From ESPN’s Doug Padilla:
Before his bumpy opening to the game, as the game was set to start, Kershaw had to wait as Colorado Rockies starter Tyler Anderson made his way to the dugout from the bullpen in right field after completing his pregame warm-ups.
The Dodgers' three-time Cy Young Award winner was none too pleased.
"That was ... I mean, that was one of the more disrespectful things I have been a part of in a game," Kershaw said after he rebounded from his slow start to strike out 10 Rockies and lead the Dodgers to a 4-2 victory.
"I really didn't appreciate that," Kershaw added. "The game starts at 7:10 and has started at 7:10 here for a long time. Just go around, or finish earlier. But yeah, that wasn't appreciated, for sure."
Add that to the list of stupid unwritten rules — as well as to the list of excuses opposing teams make up when the Rockies experience any modicum of success against them. We’ve got humidor foul play. We’ve got doctoring the baseball with a drink. We’ve got stealing signs. We’ve got Coors damn Field as a whole.
And now, we have the “disrespectful” action of taking a little bit longer to complete pregame warmups.
Truth be told, I’m glad Anderson did this, regardless of his intentions. I’m not one to care much about violations of baseball’s unwritten rules, but we’re talking about a Dodgers team that employs Yasiel Puig, who—despite not even barreling up the pitch—celebrated a deep flyout like it was a home run in the ninth inning just two nights ago. A team that partied in the pool at Chase Field after clinching the division a couple of years ago. A team that includes Chase Utley, whose questionable slide injured New York Mets infielder Ruben Tejada two postseasons ago.
If Anderson’s late stroll signals the Rockies fighting back, or even exuding a little confidence and swagger, great. It’s all good. We’re talking about a pitcher in Kershaw who has a sub-1.00 ERA and other ridiculous numbers over his last dozen or so home starts. Anything helps.

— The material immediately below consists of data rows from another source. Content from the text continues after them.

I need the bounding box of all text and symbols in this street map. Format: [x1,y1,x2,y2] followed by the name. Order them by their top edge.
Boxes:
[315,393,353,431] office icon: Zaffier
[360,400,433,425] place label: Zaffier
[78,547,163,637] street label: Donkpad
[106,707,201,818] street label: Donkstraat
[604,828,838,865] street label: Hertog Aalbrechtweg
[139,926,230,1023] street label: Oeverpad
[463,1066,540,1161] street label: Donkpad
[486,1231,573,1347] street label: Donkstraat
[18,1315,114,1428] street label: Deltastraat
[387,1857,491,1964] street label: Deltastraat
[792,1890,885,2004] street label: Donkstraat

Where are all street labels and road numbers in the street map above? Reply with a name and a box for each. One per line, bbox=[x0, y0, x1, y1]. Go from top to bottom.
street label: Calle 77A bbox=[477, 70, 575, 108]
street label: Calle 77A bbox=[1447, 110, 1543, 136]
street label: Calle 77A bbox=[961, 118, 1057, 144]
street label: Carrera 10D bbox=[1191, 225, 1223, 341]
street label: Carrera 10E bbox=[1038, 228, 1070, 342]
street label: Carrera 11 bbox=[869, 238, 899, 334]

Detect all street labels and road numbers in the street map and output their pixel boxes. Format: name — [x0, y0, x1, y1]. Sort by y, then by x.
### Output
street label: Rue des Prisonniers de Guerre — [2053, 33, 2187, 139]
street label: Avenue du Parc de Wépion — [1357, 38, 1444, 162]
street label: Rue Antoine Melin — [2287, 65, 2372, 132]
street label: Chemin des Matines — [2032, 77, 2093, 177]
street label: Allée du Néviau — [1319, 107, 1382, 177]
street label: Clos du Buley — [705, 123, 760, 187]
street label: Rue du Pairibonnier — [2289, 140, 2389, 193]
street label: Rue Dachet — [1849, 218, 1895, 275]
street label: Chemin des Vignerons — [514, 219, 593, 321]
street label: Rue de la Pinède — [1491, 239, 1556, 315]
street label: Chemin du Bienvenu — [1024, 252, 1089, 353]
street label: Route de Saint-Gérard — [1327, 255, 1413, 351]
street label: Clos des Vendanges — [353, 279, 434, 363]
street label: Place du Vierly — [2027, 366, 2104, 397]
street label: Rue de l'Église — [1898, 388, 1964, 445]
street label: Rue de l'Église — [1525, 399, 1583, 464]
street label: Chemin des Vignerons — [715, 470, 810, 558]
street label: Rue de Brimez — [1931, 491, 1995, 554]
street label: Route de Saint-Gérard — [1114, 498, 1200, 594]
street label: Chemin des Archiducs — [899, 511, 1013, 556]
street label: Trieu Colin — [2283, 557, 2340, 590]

Granted, it would’ve looked a lot better had Anderson and the Rockies gone in and defeated the league’s top pitcher. But now Kershaw has something else to think about besides simply mowing down Colorado hitters as he’s accustomed to doing, particularly at Dodger Stadium.
But maybe this is the start of a few things.
Perhaps the Rockies are done taking crap from anyone and everyone. And, more specifically, the dozen or so games left between Colorado and the Dodgers are going to take on a new meaning, and hold a new level of excitement.
So, hats off to you, Tyler Anderson. As for Kershaw?
It’s April 20. Maybe the guy should take note and chill out.